The problem ->
Your copy should match the listing word for word, apart from the pictures, which are left out.

Given records ->
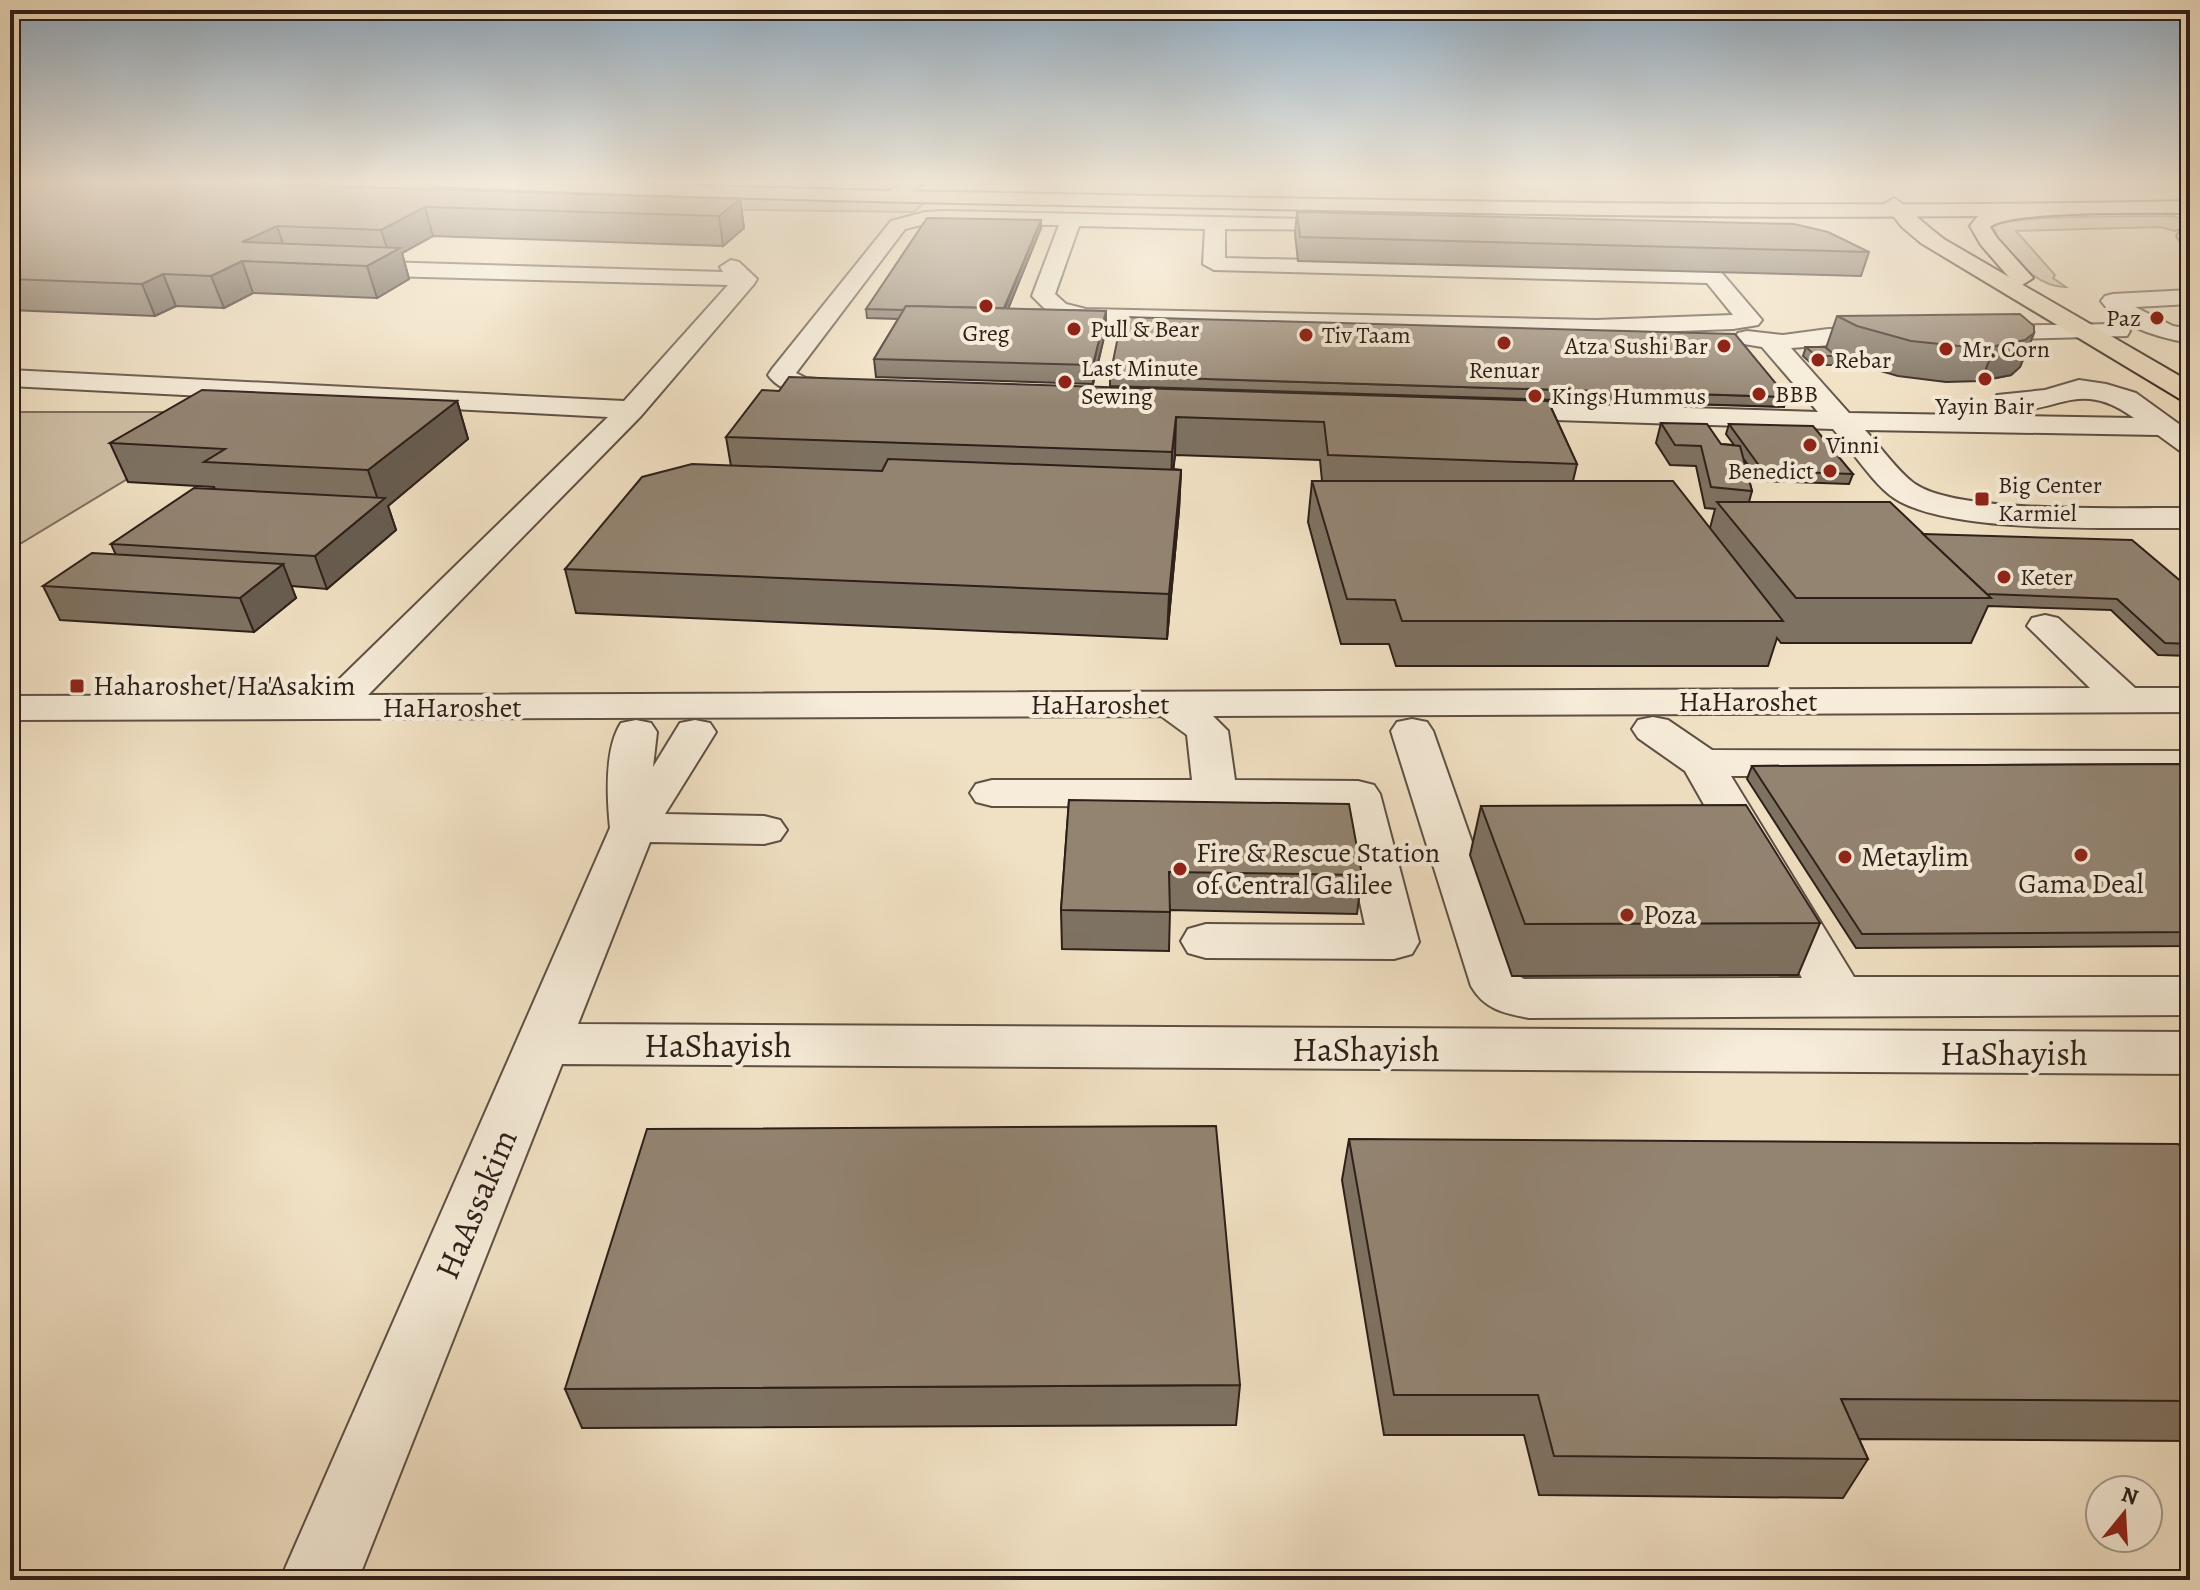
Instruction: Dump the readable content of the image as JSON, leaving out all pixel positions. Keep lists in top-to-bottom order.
{
  "streets": {
    "street": ["HaHaroshet", "HaShayish", "HaAssakim"]
  },
  "crossings": [
    ["HaHaroshet", "HaAssakim"],
    ["HaShayish", "HaAssakim"]
  ],
  "places": {
    "other": [
      "Greg",
      "Paz",
      "Pull & Bear",
      "Tiv Taam",
      "Renuar",
      "Atza Sushi Bar",
      "Mr. Corn",
      "Rebar",
      "Yayin Bair",
      "Last Minute Sewing",
      "BBB",
      "Kings Hummus",
      "Vinni",
      "Benedict",
      "Keter",
      "Gama Deal",
      "Metaylim",
      "Fire & Rescue Station of Central Galilee",
      "Poza"
    ],
    "transit": ["Big Center Karmiel", "Haharoshet/Ha'Asakim"]
  },
  "north": "top"
}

Response box ->
Instruction: Dump the readable content of the image as JSON, leaving out all pixel positions. Keep lists in top-to-bottom order.
{
  "streets": {
    "street": ["HaHaroshet", "HaShayish", "HaAssakim"]
  },
  "crossings": [
    ["HaHaroshet", "HaAssakim"],
    ["HaShayish", "HaAssakim"]
  ],
  "places": {
    "other": [
      "Greg",
      "Paz",
      "Pull & Bear",
      "Tiv Taam",
      "Renuar",
      "Atza Sushi Bar",
      "Mr. Corn",
      "Rebar",
      "Yayin Bair",
      "Last Minute Sewing",
      "BBB",
      "Kings Hummus",
      "Vinni",
      "Benedict",
      "Keter",
      "Gama Deal",
      "Metaylim",
      "Fire & Rescue Station of Central Galilee",
      "Poza"
    ],
    "transit": ["Big Center Karmiel", "Haharoshet/Ha'Asakim"]
  },
  "north": "top"
}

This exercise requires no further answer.